Although an overview of the inventive subject matter has been described with reference to specific example embodiments, various modifications and changes may be made to these embodiments without departing from the broader scope of embodiments of the present disclosure. Such embodiments of the inventive subject matter may be referred to herein, individually or collectively, by the term “invention” merely for convenience and without intending to voluntarily limit the scope of this application to any single disclosure or inventive concept if more than one is, in fact, disclosed.
The embodiments illustrated herein are described in sufficient detail to enable those skilled in the art to practice the teachings disclosed. Other embodiments may be used and derived therefrom, such that structural and logical substitutions and changes may be made without departing from the scope of this disclosure. The Detailed Description, therefore, is not to be taken in a limiting sense, and the scope of various embodiments is defined only by the appended claims, along with the full range of equivalents to which such claims are entitled.
As used herein, the term “or” may be construed in either an inclusive or exclusive sense.

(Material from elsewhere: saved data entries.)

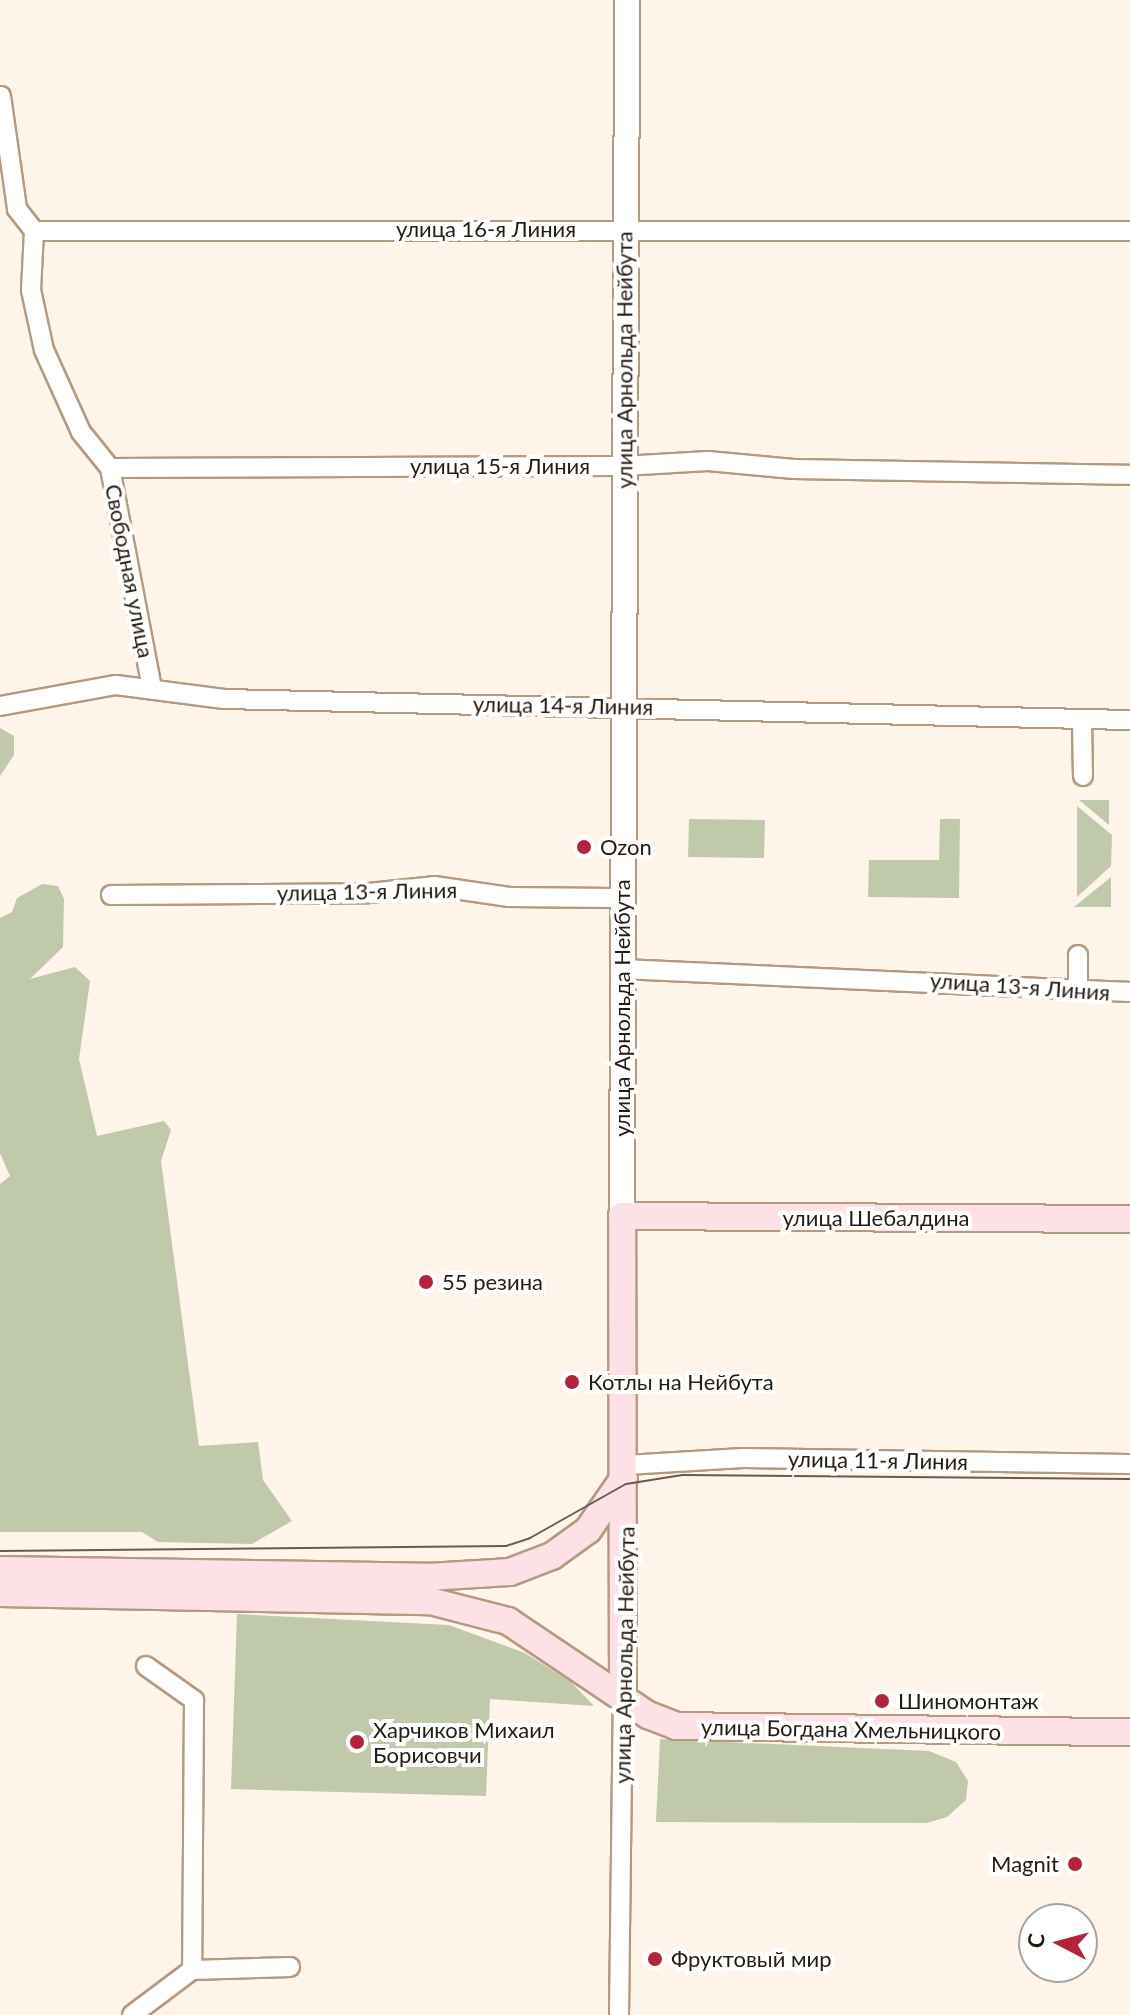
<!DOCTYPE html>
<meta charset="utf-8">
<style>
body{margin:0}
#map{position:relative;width:1130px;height:2015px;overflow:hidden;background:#fff4e9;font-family:Lato,sans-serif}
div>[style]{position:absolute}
.green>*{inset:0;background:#c0c9aa}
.roads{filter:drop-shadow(2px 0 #b49b80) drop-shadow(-2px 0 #b49b80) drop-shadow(0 2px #b49b80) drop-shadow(0 -2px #b49b80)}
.minor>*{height:18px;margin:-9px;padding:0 9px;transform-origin:9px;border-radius:9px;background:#fff}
.tertiary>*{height:24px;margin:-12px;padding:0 12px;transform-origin:12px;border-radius:12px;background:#fff}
.secondary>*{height:26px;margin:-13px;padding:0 13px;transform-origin:13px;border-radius:13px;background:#fde1e7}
.tram>*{height:2px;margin:-1px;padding:0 1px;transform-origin:1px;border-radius:1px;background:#655c51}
.dots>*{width:22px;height:22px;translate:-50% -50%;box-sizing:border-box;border:4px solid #fff;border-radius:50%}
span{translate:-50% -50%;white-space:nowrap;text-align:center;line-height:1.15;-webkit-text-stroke:8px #fff;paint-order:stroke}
.street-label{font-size:22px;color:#251c11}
.poi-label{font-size:22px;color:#251c11}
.left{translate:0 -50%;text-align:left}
.right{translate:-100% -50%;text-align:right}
.north{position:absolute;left:1018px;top:1903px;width:80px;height:80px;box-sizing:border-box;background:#fff;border:2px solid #a8a4a0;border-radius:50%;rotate:276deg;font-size:22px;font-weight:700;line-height:32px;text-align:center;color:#251c11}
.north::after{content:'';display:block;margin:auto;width:28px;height:36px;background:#b4223c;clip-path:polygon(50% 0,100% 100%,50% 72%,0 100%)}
</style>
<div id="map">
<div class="green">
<div style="clip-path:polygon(0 728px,14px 736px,14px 755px,0 776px)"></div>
<div style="clip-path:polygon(1079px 800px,1109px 800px,1109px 825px)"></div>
<div style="clip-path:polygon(1077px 806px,1112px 835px,1111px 866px,1077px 897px)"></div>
<div style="clip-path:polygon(689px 819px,765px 820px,764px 858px,688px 857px)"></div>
<div style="clip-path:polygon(940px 819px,960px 819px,959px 898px,868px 897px,869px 860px,939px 860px)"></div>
<div style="clip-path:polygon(1111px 877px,1111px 907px,1074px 907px)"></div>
<div style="clip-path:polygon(42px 884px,58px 886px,64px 899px,63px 947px,30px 979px,75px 967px,90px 981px,79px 1059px,97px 1136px,164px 1121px,171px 1130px,161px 1161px,199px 1446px,258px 1442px,263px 1480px,292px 1521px,252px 1544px,158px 1542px,142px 1532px,0 1532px,0 1184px,10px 1176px,0 1153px,0 918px,12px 912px,17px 898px)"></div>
<div style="clip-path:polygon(237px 1614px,449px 1625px,525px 1653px,571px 1682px,594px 1706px,490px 1699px,486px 1796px,231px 1789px)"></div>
<div style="clip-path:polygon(660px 1739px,929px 1751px,956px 1762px,968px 1781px,966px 1800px,947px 1817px,927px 1823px,656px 1822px)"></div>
</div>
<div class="roads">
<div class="minor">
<div style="left:1px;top:96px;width:114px;rotate:81.9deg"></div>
<div style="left:17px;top:209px;width:28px;rotate:52deg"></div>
<div style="left:34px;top:231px;width:59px;rotate:92.9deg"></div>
<div style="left:31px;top:290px;width:61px;rotate:77.8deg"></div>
<div style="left:44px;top:350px;width:90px;rotate:65.7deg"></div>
<div style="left:81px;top:432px;width:46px;rotate:51.1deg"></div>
<div style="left:110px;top:468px;width:224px;rotate:79.2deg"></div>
<div style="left:34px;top:231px;width:1096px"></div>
<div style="left:110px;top:468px;width:513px;rotate:-0.22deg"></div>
<div style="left:623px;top:466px;width:85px;rotate:-3.4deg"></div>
<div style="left:708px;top:461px;width:86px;rotate:5.3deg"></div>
<div style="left:794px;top:469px;width:336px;rotate:1deg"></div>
<div style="left:0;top:706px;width:118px;rotate:-10.3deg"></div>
<div style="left:116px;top:685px;width:109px;rotate:7.4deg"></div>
<div style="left:224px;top:699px;width:906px;rotate:1.33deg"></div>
<div style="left:1082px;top:720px;width:56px;rotate:89deg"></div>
<div style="left:111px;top:895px;width:258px;rotate:-0.4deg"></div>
<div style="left:369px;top:893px;width:65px;rotate:-6.1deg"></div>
<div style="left:434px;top:886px;width:76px;rotate:8.3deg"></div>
<div style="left:509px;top:897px;width:113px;rotate:0.5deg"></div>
<div style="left:622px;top:969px;width:509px;rotate:2.59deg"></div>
<div style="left:1078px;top:991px;width:36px;rotate:-90deg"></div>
<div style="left:626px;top:1465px;width:117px;rotate:-3.4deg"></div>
<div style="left:743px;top:1458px;width:387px;rotate:0.9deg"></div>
<div style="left:146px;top:1666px;width:59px;rotate:35.3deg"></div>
<div style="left:194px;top:1700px;width:270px;rotate:90.4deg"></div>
<div style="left:132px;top:2015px;width:75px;rotate:-36.9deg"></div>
<div style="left:192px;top:1970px;width:98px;rotate:-1.8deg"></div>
<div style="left:619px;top:2015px;width:316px;rotate:-89.3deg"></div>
</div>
<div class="tertiary">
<div style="left:622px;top:1216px;width:1216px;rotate:-89.76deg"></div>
</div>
<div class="secondary">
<div style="left:0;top:1570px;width:428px;rotate:0.9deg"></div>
<div style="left:428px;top:1577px;width:82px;rotate:-3.5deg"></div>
<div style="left:510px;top:1572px;width:45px;rotate:-20.9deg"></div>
<div style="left:552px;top:1556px;width:44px;rotate:-35.8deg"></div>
<div style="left:588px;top:1530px;width:63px;rotate:-55.3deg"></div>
<div style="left:0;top:1593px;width:430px;rotate:1.1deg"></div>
<div style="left:430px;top:1601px;width:81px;rotate:14.4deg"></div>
<div style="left:508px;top:1621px;width:169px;rotate:33.9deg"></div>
<div style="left:648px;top:1715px;width:30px;rotate:21deg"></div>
<div style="left:676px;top:1726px;width:454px;rotate:0.8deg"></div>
<div style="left:623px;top:1699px;width:483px;rotate:-90.1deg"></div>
<div style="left:622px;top:1216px;width:508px;rotate:0.34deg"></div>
</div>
</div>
<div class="tram">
<div style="left:0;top:1551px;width:506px;rotate:-0.57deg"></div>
<div style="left:506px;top:1546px;width:25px;rotate:-18deg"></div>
<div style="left:530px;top:1538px;width:110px;rotate:-29.4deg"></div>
<div style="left:626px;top:1484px;width:57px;rotate:-9.1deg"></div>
<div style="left:682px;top:1475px;width:448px;rotate:0.5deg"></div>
</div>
<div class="dots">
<div style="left:584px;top:847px;background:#b4223c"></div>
<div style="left:426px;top:1282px;background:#b4223c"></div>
<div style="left:572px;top:1382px;background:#b4223c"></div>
<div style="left:882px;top:1701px;background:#b4223c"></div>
<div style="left:357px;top:1742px;background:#b4223c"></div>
<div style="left:1075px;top:1864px;background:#b4223c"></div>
<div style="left:655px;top:1959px;background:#b4223c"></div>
</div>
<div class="street-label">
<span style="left:486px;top:229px">улица 16-я Линия</span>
<span style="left:624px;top:360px;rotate:-90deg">улица Арнольда Нейбута</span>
<span style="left:500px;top:466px">улица 15-я Линия</span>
<span style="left:130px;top:571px;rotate:79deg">Свободная улица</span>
<span style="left:563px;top:705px;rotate:1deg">улица 14-я Линия</span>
<span style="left:367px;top:891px;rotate:-1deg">улица 13-я Линия</span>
<span style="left:1020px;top:986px;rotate:4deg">улица 13-я Линия</span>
<span style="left:622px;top:1008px;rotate:-90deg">улица Арнольда Нейбута</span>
<span style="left:876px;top:1218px">улица Шебалдина</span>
<span style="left:878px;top:1460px;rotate:1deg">улица 11-я Линия</span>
<span style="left:624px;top:1655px;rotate:-89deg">улица Арнольда Нейбута</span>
<span style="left:851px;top:1729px;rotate:1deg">улица Богдана Хмельницкого</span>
</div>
<div class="poi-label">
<span class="left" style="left:600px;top:847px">Ozon</span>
<span class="left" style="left:442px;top:1282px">55 резина</span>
<span class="left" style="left:588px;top:1382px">Котлы на Нейбута</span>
<span class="left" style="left:898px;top:1701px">Шиномонтаж</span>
<span class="left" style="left:373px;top:1742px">Харчиков Михаил<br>Борисовчи</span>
<span class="right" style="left:1059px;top:1864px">Magnit</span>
<span class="left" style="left:671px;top:1959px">Фруктовый мир</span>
</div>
<div class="north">С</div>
</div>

Moreover, plural instances may be provided for resources, operations, or structures described herein as a single instance. Additionally, boundaries between various resources, operations, modules, engines, and data stores are somewhat arbitrary, and particular operations are illustrated in a context of specific illustrative configurations. Other allocations of functionality are envisioned and may fall within a scope of various embodiments of the present disclosure. In general, structures and functionality presented as separate resources in the example configurations may be implemented as a combined structure or resource. Similarly, structures and functionality presented as a single resource may be implemented as separate resources. These and other variations, modifications, additions, and improvements fall within a scope of embodiments of the present disclosure as represented by the appended claims. The specification and drawings are, accordingly, to be regarded in an illustrative rather than a restrictive sense.